◆ Task to complete
Exactly the lines from the one containing "Quick job: Give" through the end of the listing should be written out, both ends included, and nothing more.

*** Opening Available records ***

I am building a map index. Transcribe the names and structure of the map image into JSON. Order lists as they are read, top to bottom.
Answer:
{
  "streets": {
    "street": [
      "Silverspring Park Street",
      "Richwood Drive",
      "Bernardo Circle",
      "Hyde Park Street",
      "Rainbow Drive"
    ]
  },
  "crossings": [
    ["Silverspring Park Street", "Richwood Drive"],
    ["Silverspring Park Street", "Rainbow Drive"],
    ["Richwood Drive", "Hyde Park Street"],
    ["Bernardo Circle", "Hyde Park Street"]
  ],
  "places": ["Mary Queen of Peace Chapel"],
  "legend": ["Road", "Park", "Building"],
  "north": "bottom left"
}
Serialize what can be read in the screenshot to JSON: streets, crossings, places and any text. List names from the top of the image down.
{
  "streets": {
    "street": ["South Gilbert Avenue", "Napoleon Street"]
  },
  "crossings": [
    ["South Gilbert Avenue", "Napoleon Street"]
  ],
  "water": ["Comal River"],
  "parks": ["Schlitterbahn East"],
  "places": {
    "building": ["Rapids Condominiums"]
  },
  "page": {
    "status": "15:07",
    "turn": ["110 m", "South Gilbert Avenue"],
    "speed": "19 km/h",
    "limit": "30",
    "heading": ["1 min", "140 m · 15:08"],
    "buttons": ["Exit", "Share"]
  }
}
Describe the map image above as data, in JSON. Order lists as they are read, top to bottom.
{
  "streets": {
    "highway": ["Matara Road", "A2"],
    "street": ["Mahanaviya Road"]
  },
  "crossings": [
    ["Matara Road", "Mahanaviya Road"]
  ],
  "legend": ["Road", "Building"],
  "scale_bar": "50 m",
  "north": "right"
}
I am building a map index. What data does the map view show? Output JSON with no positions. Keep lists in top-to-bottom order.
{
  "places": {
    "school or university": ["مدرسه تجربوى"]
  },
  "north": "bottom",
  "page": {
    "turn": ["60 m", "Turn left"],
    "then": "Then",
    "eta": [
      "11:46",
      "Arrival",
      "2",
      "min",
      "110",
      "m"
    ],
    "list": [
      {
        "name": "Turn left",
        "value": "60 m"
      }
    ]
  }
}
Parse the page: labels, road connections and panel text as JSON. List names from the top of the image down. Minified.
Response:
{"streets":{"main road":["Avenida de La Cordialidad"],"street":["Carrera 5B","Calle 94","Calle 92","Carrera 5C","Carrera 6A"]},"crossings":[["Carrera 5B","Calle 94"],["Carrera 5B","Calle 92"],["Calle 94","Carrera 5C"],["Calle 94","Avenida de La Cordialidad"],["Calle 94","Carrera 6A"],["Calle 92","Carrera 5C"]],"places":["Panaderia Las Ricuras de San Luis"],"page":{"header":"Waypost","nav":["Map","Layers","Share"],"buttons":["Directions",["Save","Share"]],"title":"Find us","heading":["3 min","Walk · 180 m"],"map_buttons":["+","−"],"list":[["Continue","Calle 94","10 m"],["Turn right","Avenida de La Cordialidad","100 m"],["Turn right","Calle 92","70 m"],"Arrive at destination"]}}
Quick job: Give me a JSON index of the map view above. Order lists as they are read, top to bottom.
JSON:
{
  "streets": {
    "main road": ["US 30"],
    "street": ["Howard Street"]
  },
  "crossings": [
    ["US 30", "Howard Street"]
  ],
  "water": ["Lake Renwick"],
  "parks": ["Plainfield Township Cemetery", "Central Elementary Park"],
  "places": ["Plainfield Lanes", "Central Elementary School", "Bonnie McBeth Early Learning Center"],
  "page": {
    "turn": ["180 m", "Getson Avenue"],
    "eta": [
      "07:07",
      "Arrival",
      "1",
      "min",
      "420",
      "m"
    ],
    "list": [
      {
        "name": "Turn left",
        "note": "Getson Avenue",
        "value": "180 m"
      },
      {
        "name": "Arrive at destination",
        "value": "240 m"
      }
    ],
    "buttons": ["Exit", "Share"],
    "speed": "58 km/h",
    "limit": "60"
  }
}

*** Closing Available records ***

◆ Solution
Quick job: Give me a JSON index of the map view above. Order lists as they are read, top to bottom.
JSON:
{
  "streets": {
    "main road": ["US 30"],
    "street": ["Howard Street"]
  },
  "crossings": [
    ["US 30", "Howard Street"]
  ],
  "water": ["Lake Renwick"],
  "parks": ["Plainfield Township Cemetery", "Central Elementary Park"],
  "places": ["Plainfield Lanes", "Central Elementary School", "Bonnie McBeth Early Learning Center"],
  "page": {
    "turn": ["180 m", "Getson Avenue"],
    "eta": [
      "07:07",
      "Arrival",
      "1",
      "min",
      "420",
      "m"
    ],
    "list": [
      {
        "name": "Turn left",
        "note": "Getson Avenue",
        "value": "180 m"
      },
      {
        "name": "Arrive at destination",
        "value": "240 m"
      }
    ],
    "buttons": ["Exit", "Share"],
    "speed": "58 km/h",
    "limit": "60"
  }
}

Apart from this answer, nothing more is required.